Salerno: ordigno bellico sulla spiaggia di Torrione: traffico deviato e area transennata

La mattinata di oggi, 22-03-2026. sul litorale di Salerno è stata movimentata da un ritrovamento inatteso che ha riportato alla memoria un passato lontano ma ancora capace di generare allarme. Durante alcuni lavori di movimentazione della sabbia sulla spiaggia di Torrione, nei pressi dell’ex Ostello della Gioventù, gli operai si sono imbattuti in un ordigno bellico risalente alla Seconda guerra mondiale. L’oggetto, riaffiorato improvvisamente dal terreno, presentava i segni evidenti dell’usura dovuta alla salsedine e al tempo, ma nonostante l’aspetto deteriorato è stato subito considerato potenzialmente pericoloso, come accade per la maggior parte degli ordigni d’epoca ancora integri.

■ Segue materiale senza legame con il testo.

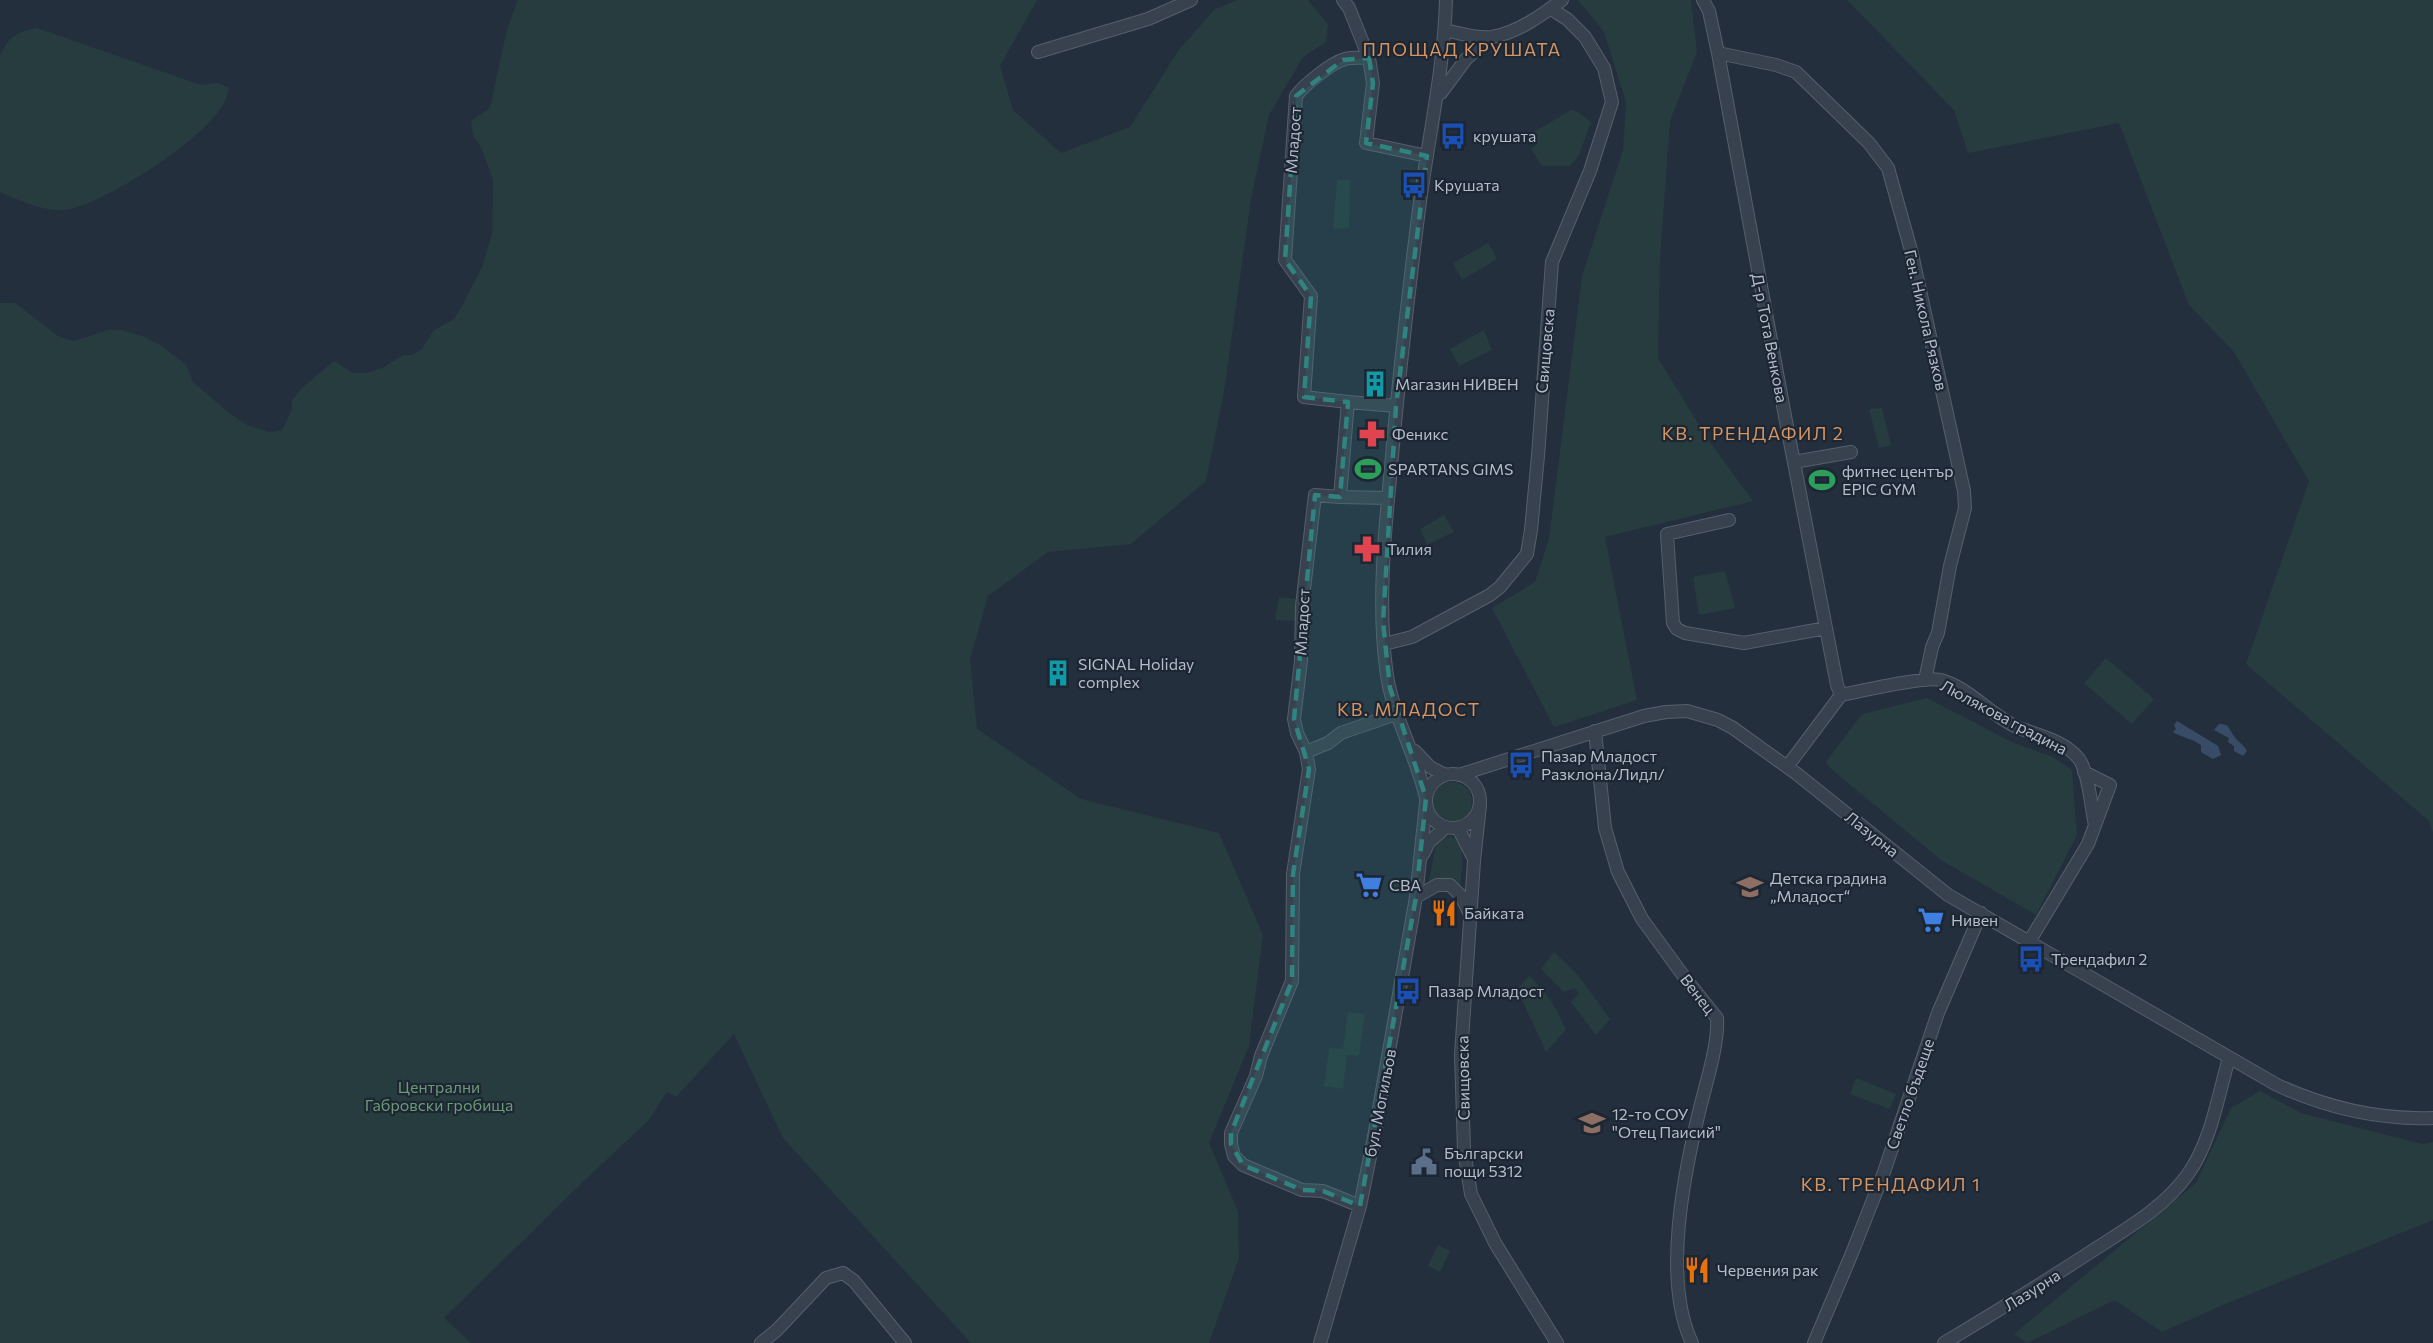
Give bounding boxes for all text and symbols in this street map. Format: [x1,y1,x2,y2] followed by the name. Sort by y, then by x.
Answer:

L’allarme è scattato immediatamente e la polizia locale ha raggiunto la zona nel giro di pochi minuti. Gli agenti hanno provveduto a delimitare l’area con transenne e a disporre la chiusura del tratto di lungomare Marconi, deviando il traffico in entrambe le direzioni per evitare rischi ai passanti e consentire agli specialisti di operare in sicurezza. La presenza delle pattuglie della questura ha contribuito a mantenere l’ordine in una zona che, complice l’ora, era già interessata da un flusso consistente di residenti e automobilisti.

Nel frattempo è stato richiesto l’intervento degli artificieri dell’Esercito, chiamati a valutare le condizioni dell’ordigno e a stabilire se procedere con una bonifica in loco o con un brillamento controllato, pratica spesso adottata quando la rimozione risulta troppo rischiosa. Secondo quanto riportato da fonti locali, non si esclude che nelle prossime ore possano essere adottate ulteriori misure di sicurezza, con possibili ripercussioni sulla viabilità dell’intero quartiere. Il comandante della polizia municipale, Rosario Battipaglia, ha confermato che l’interdizione riguarda sia il traffico veicolare sia quello pedonale, sottolineando come tali provvedimenti siano indispensabili per tutelare l’incolumità pubblica.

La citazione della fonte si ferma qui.